Dire plus et mieux que mes six prédécesseurs sur ce petit, mais tellement agréable, opus de l'immense Ursula le Guin serait plus qu'audacieux : à peu près impossible !

Une fois encore, l'autrice de l'inégalable La main gauche de la nuit et du très politique - dans la meilleure acception du mot - Les dépossédés nous embarque vers les rives lointaines de la planète Hain pour les premiers essais humains - et Ô! combien périlleux - du Churten, une technologie aussi nouvelle qu'hasardeuse permettant une sorte de transilience instantanée entre deux points distants de l'espace-temps, un mode transport d'une complexité inouïe à définir convenablement, y compris lorsque l'on est un expert scientifique originaire d'Anarès. Et cela donne à peu près cela :

"- En langage profane, le churten peut-être considéré comme un déplacement opéré dans le champ virtuel afin d'obtenir cohérence relationnelle en matière d'expérimentabilité transilientielle, [...]."

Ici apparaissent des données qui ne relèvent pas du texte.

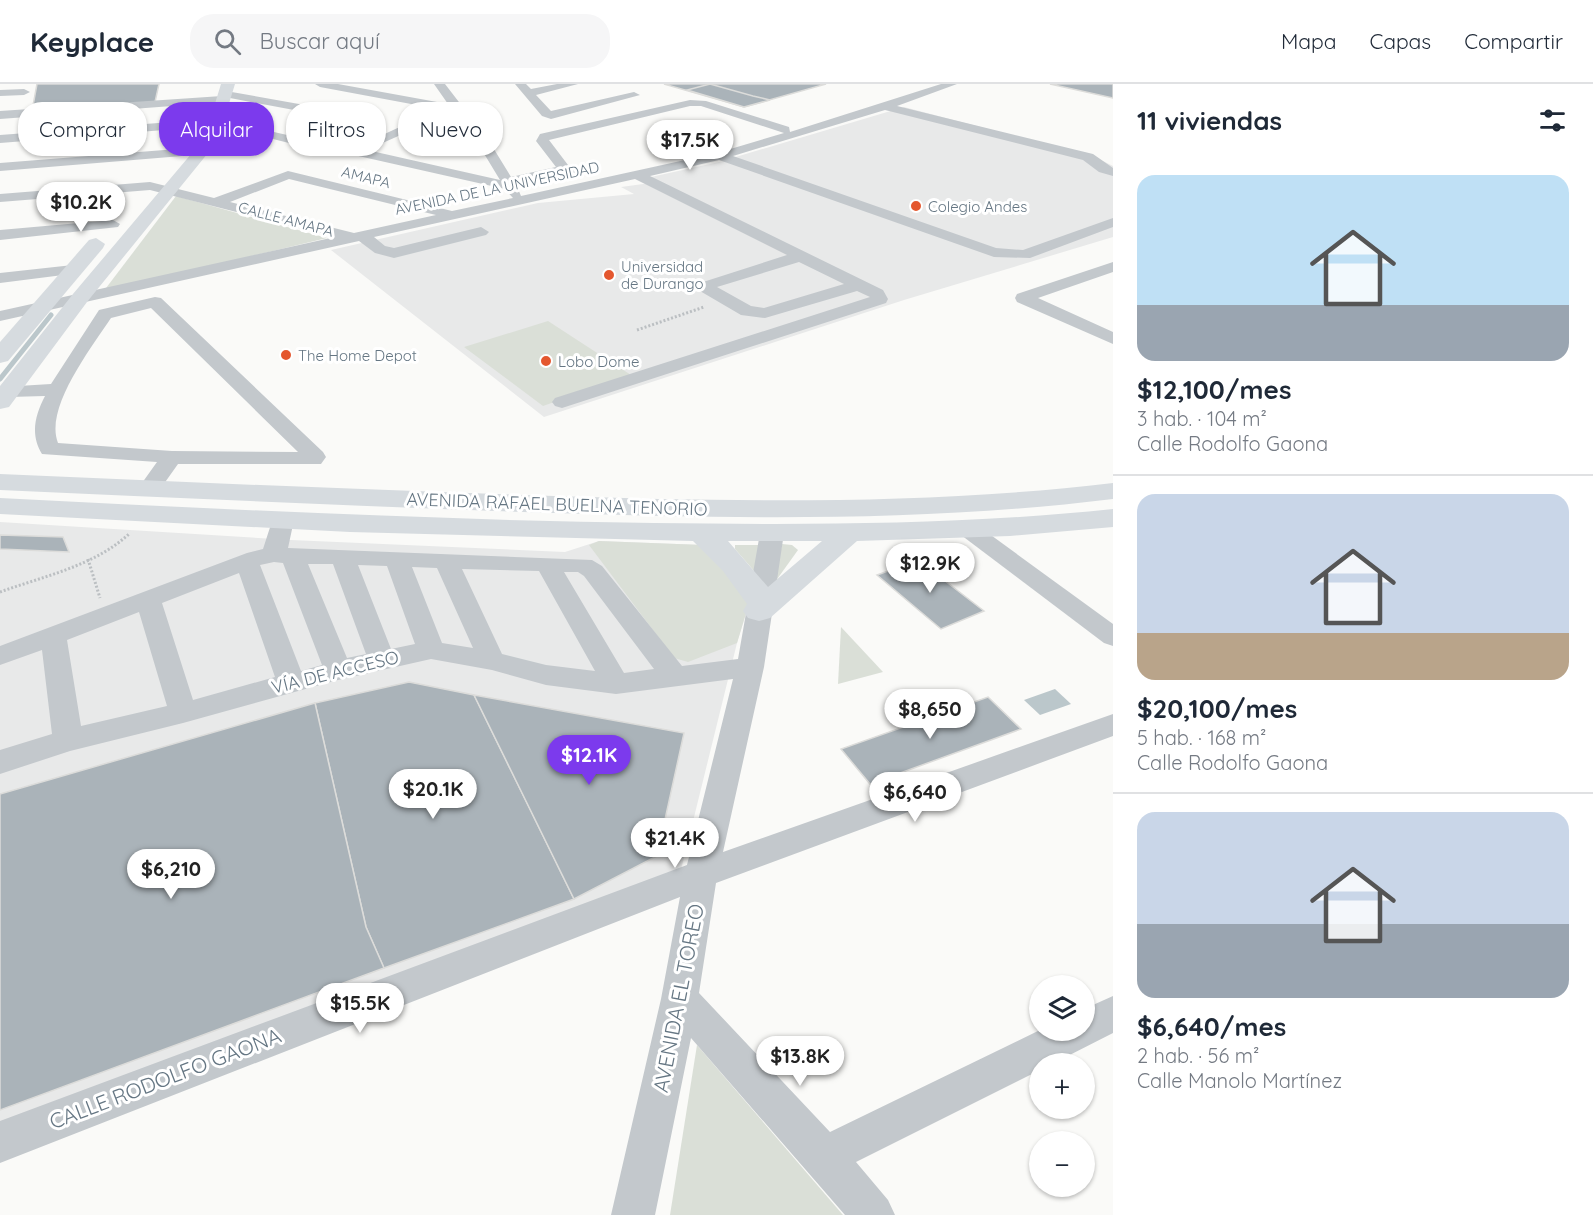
<!DOCTYPE html>
<html lang="es">
<meta charset="utf-8">
<style>
:root{--surface:#fff;--page:#f6f6f7;--text:#1f2937;--muted:#747a83;--line:#e0e1e3;--accent:#7c3aed}
body{margin:0;font-family:Quicksand,sans-serif;background:var(--page);color:var(--text);height:100vh;display:flex;flex-direction:column;font-size:22px;white-space:nowrap}
*{box-sizing:border-box;margin:0}
p{font-size:20px;color:var(--muted)}
.icon{flex:none;width:33px;height:33px;fill:none;stroke:currentColor;stroke-width:2;stroke-linecap:round;stroke-linejoin:round}
.map{position:relative;flex:1;overflow:hidden}
.drawer{display:flex;flex-direction:column;background:var(--surface);width:480px}
.drawer>*{flex:none}
.hud{position:absolute;left:18px;top:18px;width:570px;height:54px;display:flex;gap:12px}
.tools{position:absolute;left:1029px;top:891px;display:grid;gap:12px}
.tools a{display:grid;place-items:center;width:66px;height:66px;border-radius:50%;background:var(--surface);box-shadow:0 2px 4px #0004;font-size:30px}
.price{position:absolute;translate:-50% -51px;padding:0 14px;border-radius:21px;background:#fff;color:#222;font-size:20px;line-height:39px;filter:drop-shadow(0 2px 3px #0008)}
.price::after{content:'';position:absolute;left:50%;top:36px;width:18px;height:14px;margin-left:-9px;background:inherit;clip-path:polygon(0 0,100% 0,50% 100%)}
.price.on{background:var(--accent);color:#fff}
ul{padding:0;list-style:none}
li{display:grid;align-content:center;gap:12px;height:318px;padding:0 24px}
li+li{border-top:2px solid var(--line)}
li span{display:grid;place-items:center;height:186px;border-radius:18px;color:#555}
li>.icon{margin-inline-start:auto}
span .icon{width:108px;height:108px;fill:#fffc;stroke-width:1}
li b{font-size:26px}
h2{display:flex;justify-content:space-between;align-items:center;height:72px;padding:0 24px;font-size:26px}
.tag{padding:0 21px;border-radius:24px;background:var(--surface);box-shadow:0 2px 4px #0004;font-size:21px;line-height:54px}
.tag.on{background:var(--accent);color:#fff}
header{display:flex;align-items:center;gap:36px;box-sizing:border-box;height:84px;padding:0 30px;background:var(--surface);border-bottom:2px solid var(--line)}
header strong{font-size:28px}
nav{display:flex;gap:33px;margin-inline-start:auto;font-size:21px}
.search{width:420px;height:54px;background:var(--page);display:flex;align-items:center;gap:15px;box-sizing:border-box;padding:0 21px;border-radius:24px;color:var(--muted);font-size:22px}
main{display:flex;flex:1;min-height:0}
.map>svg:first-child{display:block}
</style>
<header>
<strong>Keyplace</strong>
<div class="search"><svg class="icon" aria-label="search" viewBox="0 0 24 24"><circle cx="10" cy="10" r="6"/><path d="M15 15l6 6"/></svg>Buscar aquí</div>
<nav><a>Mapa</a><a>Capas</a><a>Compartir</a></nav>
</header>
<main>
<div class="map">
<svg width="1113" height="1131" viewBox="0 0 1113 1131">
<rect width="100%" height="100%" fill="#fafaf8"/>
<!-- built -->
<g fill="#e8e9e9">
<path d="M904,23L1095,73L1113,82V153L904,216L544,333L331,166L538,119L634,110L621,103L658,98L651,93L719,78Z"/>
<path d="M0,438L291,456L565,468L599,457L703,461L750,516L737,559L679,794L0,1052Z"/>
</g>
<!-- green -->
<g fill="#dadfd7">
<path d="M176,112L327,154L103,208Z"/>
<path d="M548,237L631,291L543,322L464,263Z"/>
<path d="M599,457L703,461L750,516L737,559L688,578L674,574L589,461Z"/>
<path d="M782,460L792,461L798,466L775,498Z"/>
<path d="M735,461H761L755,488L735,465Z"/>
<path d="M841,543L883,588L838,600Z"/>
<path d="M697,961L843,1131H670Z"/>
</g>
<!-- water -->
<path fill="#bbc7cb" d="M1055,605L1071,620L1040,631L1024,616Z"/>
<g fill="none" stroke-linecap="round" stroke-linejoin="round">
<!-- stream -->
<path stroke="#bbc7cb" stroke-width="5" d="M0,295L51,231"/>
</g>
<!-- building -->
<g fill="#aab3b9" stroke="#dcdcda" stroke-width="1.5">
<path d="M37,0H159L155,18L32,27Z"/>
<path d="M664,0H826L744,23Z"/>
<path d="M710,0L753,12L770,16L744,23L687,6Z"/>
<path d="M1050,0H1113V14Z"/>
<path d="M0,451L63,453L69,468L0,465Z"/>
<path d="M918,476L984,527L941,545L877,491Z"/>
<path d="M409,598L474,611L574,815L384,884L366,843L315,619Z"/>
<path d="M474,611L684,649L657,772L574,815Z"/>
<path d="M988,613L1021,645L870,700L841,665Z"/>
<path d="M315,619L366,843L384,884L0,1026V710Z"/>
</g>
<g fill="none" stroke-linecap="round" stroke-linejoin="round">
<!-- path -->
<g stroke="#bbbfc2" stroke-width="3" stroke-dasharray="2 2" stroke-linecap="butt">
<path d="M637,246L704,223"/>
<path d="M88,475L100,514"/>
<path d="M0,508C44,492 95,482 130,449"/>
</g>
<!-- minor -->
<g fill="#c3c8cc" fill-rule="evenodd">
<path d="M315,0H338L448,20L434,0H445L489,57L511,93L556,83L536,57L540,50L690,16L706,17L789,43L790,48L941,0H957L897,22L1093,70L1113,84V92L1099,88L1083,76L885,26L733,72L996,164L1023,166L1113,134V143L1030,174L994,173L719,76L650,92L883,206L888,215L886,219L562,324L555,322L552,318L555,314L870,213L857,207L765,234L741,231L700,207L698,203L700,199L787,171L635,95L374,153L385,162L394,164L481,143L489,148L486,151L394,174L375,169L359,157L0,237V227L335,153L150,106L0,118V110L150,98L214,114L288,87L452,127L513,114L505,105L354,71L348,67L404,41L474,54L454,28L320,3ZM690,22H701L784,49L717,69L521,112L516,100C526,98 582,89 585,86L583,83L568,81L549,56ZM405,49L480,63L500,96L367,66ZM289,95L436,131L354,149L230,118ZM799,178L844,200L764,224L751,222L717,203Z"/>
<path d="M515,0H526L531,5L557,0H578L536,11L551,27L634,8L640,11L551,35L542,32Z"/>
<path d="M0,6L24,5L30,8L24,11L0,12Z"/>
<path d="M226,7L355,30L361,34L297,61L210,39L216,35L296,53L342,35L230,14L225,18L0,35V27L222,12V8Z"/>
<path d="M198,36L204,40L202,43L0,59V51Z"/>
<path d="M177,65L183,69L182,72L0,87V79Z"/>
<path d="M113,136L120,140L118,143L0,156V146Z"/>
<path d="M1113,178V188L1038,214L1113,248V260L1017,218L1015,214L1017,210Z"/>
<path d="M73,181L79,183L81,186L79,189L0,199V189Z"/>
<path d="M155,213L161,214L323,368L326,373L321,380H178L156,411H140L137,406L157,378L42,370C30,351 35,331 45,312L9,313L0,308L2,303L51,300L99,226ZM151,224L298,368L172,367L58,359C44,324 92,263 111,234Z"/>
<path d="M282,429L290,431L294,436L288,464L592,476L602,482L682,582L738,575L760,449L764,444H780L784,449L764,583L723,768L1113,630V652L716,799L699,909L830,1048L1040,946H1084V925L1113,912V949L1052,980H1040V986L856,1078L888,1116L895,1131H845L691,954L655,1131H611L661,915L680,813L0,1079V1037L687,781L733,595L616,610L546,601L492,586L431,575L338,596L183,639L70,667L0,690V666L52,650L42,566L0,581V562L247,469L263,465L274,431ZM274,478L283,479L322,581L301,587L260,481ZM308,480H333L366,570L347,574ZM358,481L387,482L415,560L391,565ZM412,483L437,484L473,564L442,559ZM462,485L539,487L595,587L546,581L502,570ZM564,488H578L584,492L654,585L624,589ZM239,489L275,593L193,616L162,519ZM139,528L167,622L81,642L67,556Z"/>
<path d="M969,439L977,441L1113,540V562L1104,559L961,451L957,446L961,441Z"/>
</g>
<!-- major -->
<g fill="#d6dbdf" fill-rule="evenodd">
<path d="M221,0H235L223,39L212,64L87,218L9,323L0,325V302L73,210L197,63L209,39Z"/>
<path d="M96,154L105,160L103,164L8,277L0,279V258L89,156Z"/>
<path d="M0,390C185,398 369,406 554,412C741,418 927,421 1113,399V415C927,438 741,435 554,429C369,423 185,414 0,406Z"/>
<path d="M0,414C218,425 436,436 654,439C808,441 960,441 1113,425V443L1010,452L857,457L770,534L759,537L748,534L743,527L747,520L723,487L693,457L350,448L0,430ZM728,457H822L768,503Z"/>
</g>
</g>
<!-- markers -->
<g fill="#e4572e" stroke="#fff" stroke-width="2">
<circle cx="916" cy="122" r="6"/>
<circle cx="609" cy="191" r="6"/>
<circle cx="286" cy="271" r="6"/>
<circle cx="546" cy="277" r="6"/>
</g>
<g text-anchor="middle" dominant-baseline="central" stroke-width="6" stroke-linejoin="round" paint-order="stroke">
<!-- far-street labels -->
<g font-size="15" fill="#657683" stroke="#fff">
<text transform="translate(366 93) rotate(14)">AMAPA</text>
<text transform="translate(497 104) rotate(-12)">AVENIDA DE LA UNIVERSIDAD</text>
<text transform="translate(286 135) rotate(15)">CALLE AMAPA</text>
</g>
<!-- far-poi labels -->
<g font-size="15" fill="#657683" stroke="#fff" text-anchor="start">
<text x="928" y="122">Colegio Andes</text>
<text x="621" y="182">Universidad<tspan x="621" dy="17">de Durango</tspan></text>
<text x="298" y="271">The Home Depot</text>
<text x="558" y="277">Lobo Dome</text>
</g>
<!-- street labels -->
<g font-size="18" fill="#657683" stroke="#fff">
<text transform="translate(557 420) rotate(2)">AVENIDA RAFAEL BUELNA TENORIO</text>
<text transform="translate(335 588) rotate(-14)">VÍA DE ACCESO</text>
</g>
<!-- near-street labels -->
<g font-size="21" fill="#657683" stroke="#fff">
<text transform="translate(678 914) rotate(-79)">AVENIDA EL TOREO</text>
<text transform="translate(165 994) rotate(-21)">CALLE RODOLFO GAONA</text>
</g>
</g>
</svg>
<div class="tools">
<a><svg class="icon" aria-label="layers" viewBox="0 0 24 24"><path d="M12 4l9 5-9 5-9-5zM3 14l9 5 9-5"/></svg></a>
<a>+</a>
<a>−</a>
</div>
<b class="price" style="left:690px;top:87px">$17.5K</b>
<b class="price" style="left:81px;top:149px">$10.2K</b>
<b class="price" style="left:930px;top:510px">$12.9K</b>
<b class="price" style="left:930px;top:656px">$8,650</b>
<b class="price on" style="left:589px;top:702px">$12.1K</b>
<b class="price" style="left:433px;top:736px">$20.1K</b>
<b class="price" style="left:915px;top:739px">$6,640</b>
<b class="price" style="left:675px;top:785px">$21.4K</b>
<b class="price" style="left:171px;top:816px">$6,210</b>
<b class="price" style="left:360px;top:950px">$15.5K</b>
<b class="price" style="left:800px;top:1003px">$13.8K</b>
<div class="hud">
<a class="tag">Comprar</a>
<a class="tag on">Alquilar</a>
<a class="tag">Filtros</a>
<a class="tag">Nuevo</a>
</div>
</div>
<section class="drawer">
<h2>11 viviendas<svg class="icon" aria-label="filters" viewBox="0 0 24 24"><path d="M4 7h16M4 17h16"/><circle cx="9" cy="7" r="2"/><circle cx="15" cy="17" r="2"/></svg></h2>
<ul>
<li><span style="background:linear-gradient(#bfe0f5 70%,#9aa5b1 0)"><svg class="icon" aria-label="home" viewBox="0 0 24 24"><path d="M3 11l9-7 9 7M6 9v11h12V9"/></svg></span><div><b>$12,100/mes</b><p>3 hab. · 104 m²</p><p>Calle Rodolfo Gaona</p></div></li>
<li><span style="background:linear-gradient(#c9d6e8 75%,#b9a48a 0)"><svg class="icon" aria-label="home" viewBox="0 0 24 24"><path d="M3 11l9-7 9 7M6 9v11h12V9"/></svg></span><div><b>$20,100/mes</b><p>5 hab. · 168 m²</p><p>Calle Rodolfo Gaona</p></div></li>
<li><span style="background:linear-gradient(#c9d6e8 60%,#9aa5b1 0)"><svg class="icon" aria-label="home" viewBox="0 0 24 24"><path d="M3 11l9-7 9 7M6 9v11h12V9"/></svg></span><div><b>$6,640/mes</b><p>2 hab. · 56 m²</p><p>Calle Manolo Martínez</p></div></li>
</ul>
</section>
</main>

Vous n'avez rien compris ? Rassurez-vous, vous n'êtes pas les seuls, à commencer par ces courageux et candides premiers aventuriers de "L'histoire des Shobies", et qui entame donc ce recueil intitulé et intégralement consacré à L'Effet Churten. Tout ce qui est à retenir, c'est que l'on ne voyage pas instantanément sans dommages ni risque. c'est ce à quoi ces explorateurs intrépides vont se trouver confrontés, et de se trouver à deux doigts de s'y perdre corps et âmes.

C'est aussi ce que vont comprendre les partenaires de Dalzul, le même homme qui finit par passer pour une sorte de Messie, sur la terre d'où il venait mais où les hainiens le renvoyèrent afin de pacifier notre planète au main des extrémistes religieux nommés Unistes, personnage seulement évoqué dans le très spirituel roman d'Ursula le Guin intitulé "Le dit d'Aka". La règle d'or des voyages vers de nouvelles planètes, au sein de l'Ekumen, est de prendre un temps infini à l'observation et à la compréhension des peuples rencontrés. Hélas, cette simultanéité de déplacement permise par le churten ne permet pas forcément cette prudence, d'autant plus que l'un de ses effets majeurs semble transformer l'approche de la réalité que l'on croit découvrir. le malheureux Dalzul en fera les frais, au cours de la seconde nouvelle, "La danse de Ganam", dans le plus pur respect d'une apparente volonté mal comprise par lui comme par les habitants de cette planète à découvrir.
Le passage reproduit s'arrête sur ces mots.